At present, DataKit only supports HTTP interface, which mainly involves data writing and data query.

Get the DataKit Version

There are two ways to get the version number:

  • Request DataKit ping interface: curl http://ip:9529/v1/ping
  • In the return Header of each of the following API requests, you can know the DataKit version of the current request through X-DataKit.

/v1/write/:category

This API is used to report various category of data to DataKit, and the parameters are described as follows:

Parameter Type Required or not Default Value Description
category string Y no support metric/logging/rum/object/custom_object/keyevent. For example, the URL of metric is /v1/write/metric
echo_line_proto string N no Giving any value (such as true) returns line protocol format point data. default not echoed.
echo_json string N - Giving any value (such as true) returns JSON format point data. default not echoed.
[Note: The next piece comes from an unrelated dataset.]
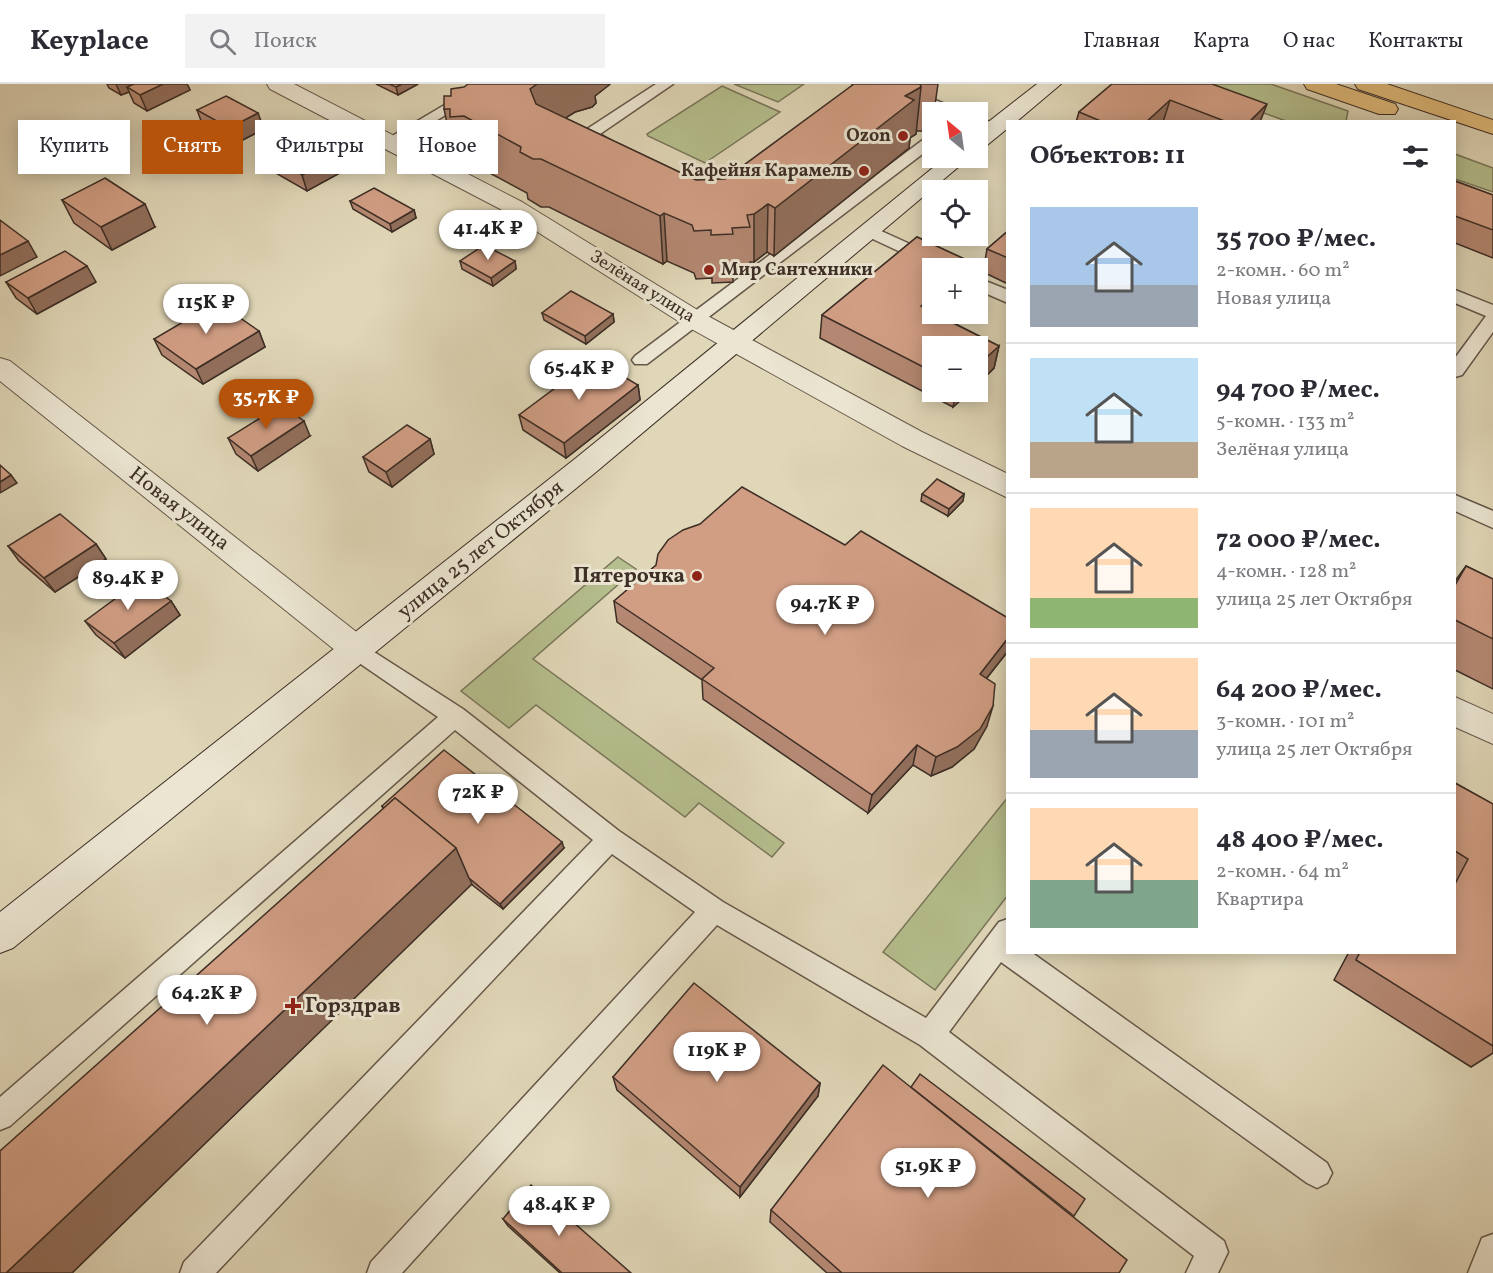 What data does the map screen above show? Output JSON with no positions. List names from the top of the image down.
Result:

If both echo enabled, preferred line protocol
global_election_tags string N - Giving any value (such as true) to append global-election tags( Version-1.4.6
ignore_global_host_tags string false no Giving any value (such as true) is considered to ignore the global tag on DataKit( Version-1.4.6)。ignore_global_tags would be abandoned.
input string N datakit Data source name
loose bool N true Loose mode, for some invalid POST(JSON or lineprotocol), DataKit would try to auto-fix them ( Version-1.5.9).
strict bool N false Strict mode, for some invalid POST(JSON or lineprotocol), DataKit would reject them and showing why( Version-1.5.9).
precision string N n Data accuracy (supporting n/u/ms/s/m/h)
source string N no Specify this field only for logging support (that is, category is logging). If you do not specify source, the uploaded log data would not be cut by Pipeline.
version string N no The version number of the current collector

HTTP body supports both line protocol and JSON. See here for constraints on data structures, whether in line protocol or JSON form.

Categories

In DataKit, the main data types are as follows (listed in alphabetical order according to their abbreviations):

Abbreviations Name URL form Description
CO custom_object /v1/write/custom_object customized object data
E keyevent /v1/write/keyevent Event data
L logging /v1/write/logging Logging data
M metric /v1/write/metric Time series
N network /v1/write/network eBPF data
O object /v1/write/object object data
P profiling /v1/write/profiling Profiling data
R rum /v1/write/rum RUM data
S security /v1/write/security Security check data
T tracing /v1/write/tracing APM(tracing) data

不同的数据类型,其处理方式不一样,在观测云的用法也不尽相同。在 DataKit 的配置和使用过程中,有时候会穿插使用某个类型的不同形式(比如在 sinker 配置中用简写,在 API 请求中则用其 URL 表示)

JSON Body Examples

To facilitate line protocol processing, all data upload APIs support body in JSON form. JSON body parameter descriptions are as follows.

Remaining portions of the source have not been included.